ANS PUSHES TO PROTECT A NATURAL ‘PLACE OF SOLACE’ IN THE CITY OF FAIRFAX
Proposal being considered would destroy steam and forest in the North Fork of Accotink Creek
For Immediate Release – June 3, 2020
Chevy Chase, MD – The Audubon Naturalist Society (ANS) is one of several groups leading efforts to save a portion of the Accotink Creek, the 25-mile-long Potomac tributary, along with the nearby four acres of forested riparian habitat in the City of Fairfax. On June 23, the City Council will decide if it will move forward with the Northfax West development plan.
It should be clear that ANS supports major portions of the Northfax West plan to transform acres of impervious parking lot into a more vibrant, ecologically focused activity center with walkable streets, denser development, better use of scarce land, rain gardens, bioswales, and green roofs.

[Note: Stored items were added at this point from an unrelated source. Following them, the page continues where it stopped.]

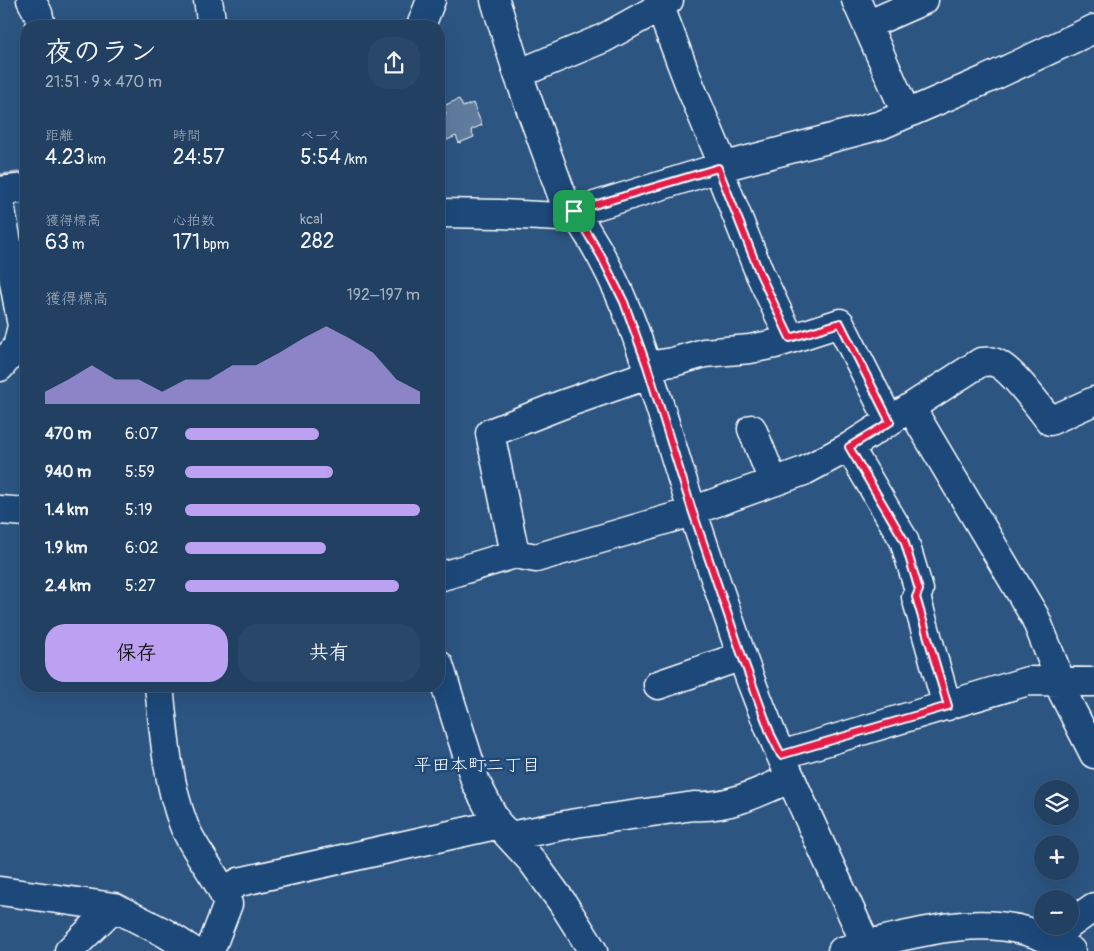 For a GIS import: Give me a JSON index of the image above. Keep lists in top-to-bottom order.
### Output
{
  "districts": ["平田本町二丁目"],
  "page": {
    "heading": ["夜のラン", "21:51 · 9 × 470 m"],
    "stats": [
      ["距離", "4.23 km"],
      ["時間", "24:57"],
      ["ペース", "5:54 /km"],
      ["獲得標高", "63 m"],
      ["心拍数", "171 bpm"],
      ["kcal", "282"]
    ],
    "chart": ["獲得標高", "192–197 m"],
    "list": [
      {
        "name": "470 m",
        "note": "6:07"
      },
      {
        "name": "940 m",
        "note": "5:59"
      },
      {
        "name": "1.4 km",
        "note": "5:19"
      },
      {
        "name": "1.9 km",
        "note": "6:02"
      },
      {
        "name": "2.4 km",
        "note": "5:27"
      }
    ],
    "buttons": ["保存", "共有"],
    "map_buttons": ["+", "−"]
  }
} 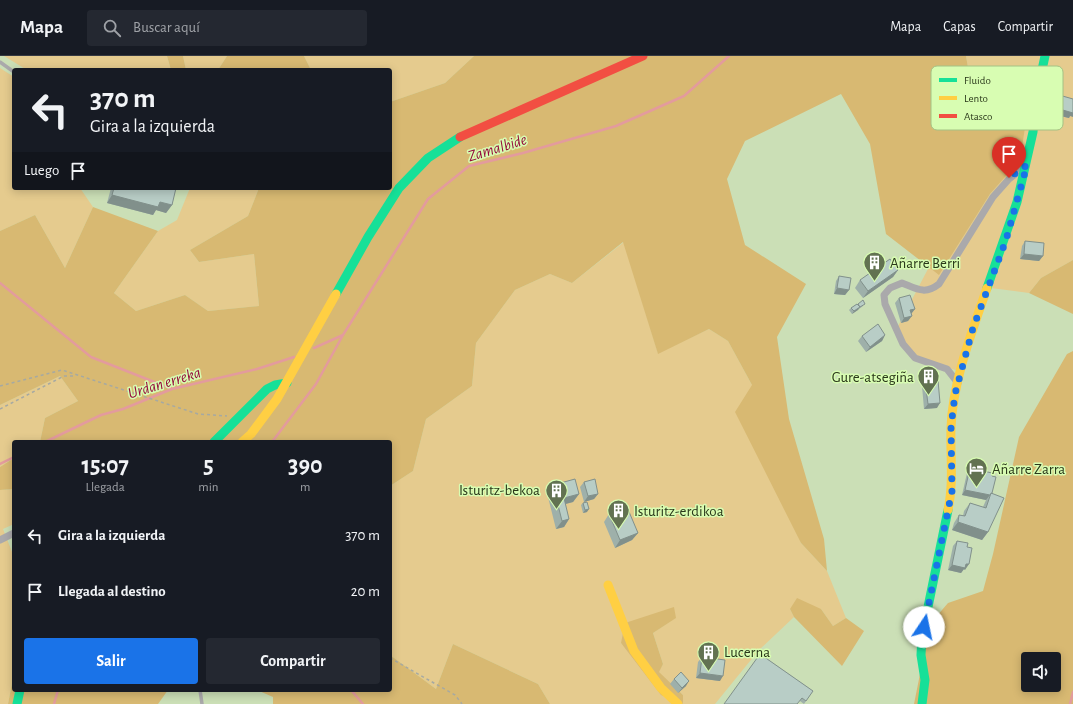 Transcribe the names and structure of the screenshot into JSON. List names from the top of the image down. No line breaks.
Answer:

At the same time, the 123-year-old environmental organization says it’s also clear that nature needs to be protected for people and wildlife during redevelopment. “There’s no way to make up for losing the living headwaters of the Accotink watershed,” said ANS Northern Virginia Conservation Advocate Renee Grebe, in her latest blog post about the proposed plan. “City residents are at risk of losing another natural place of solace, while owls, fish, and salamanders will lose their homes. We have seen with the COVID-19 pandemic that access to nature is a priceless commodity during all times, and especially during the worst of times.”
City of Fairfax Resident Katy Johnson agreed in comments she submitted May 29 to the mayor and council. “We have recently visited the creek and contrary to what was reported at the May 13th council meeting, we found more fish than we could count, frogs, bugs and a chorus of birds, including a barred owl in the middle of the afternoon, which likely indicates its roost can also be found within the riparian buffer, and many, many other animals rustling to hide away from us.”
ANS has three chief asks of the mayor and council: 1) That a decision to rezone the entire lot be postponed; 2) That the City bring in to the development process an expert ecologist; 3) Alternatives be sought that preserve the healthier, “A1”, section of the stream and better match the city’s Small Area Plan vision and help the city reach its land use and environmental goals.
About ANS: Throughout its history, ANS has championed nature for all by playing a pivotal role in conserving our region’s iconic natural places from development including the C&O Canal, Dyke Marsh and, most recently, Ten Mile Creek. Past ANS member and board president, Rachel Carson, author of Silent Spring, is credited with launching the now global environmental movement. ANS‘s nature experts provide hundreds of opportunities each year for children and adults to enjoy, learn about, and protect the environment.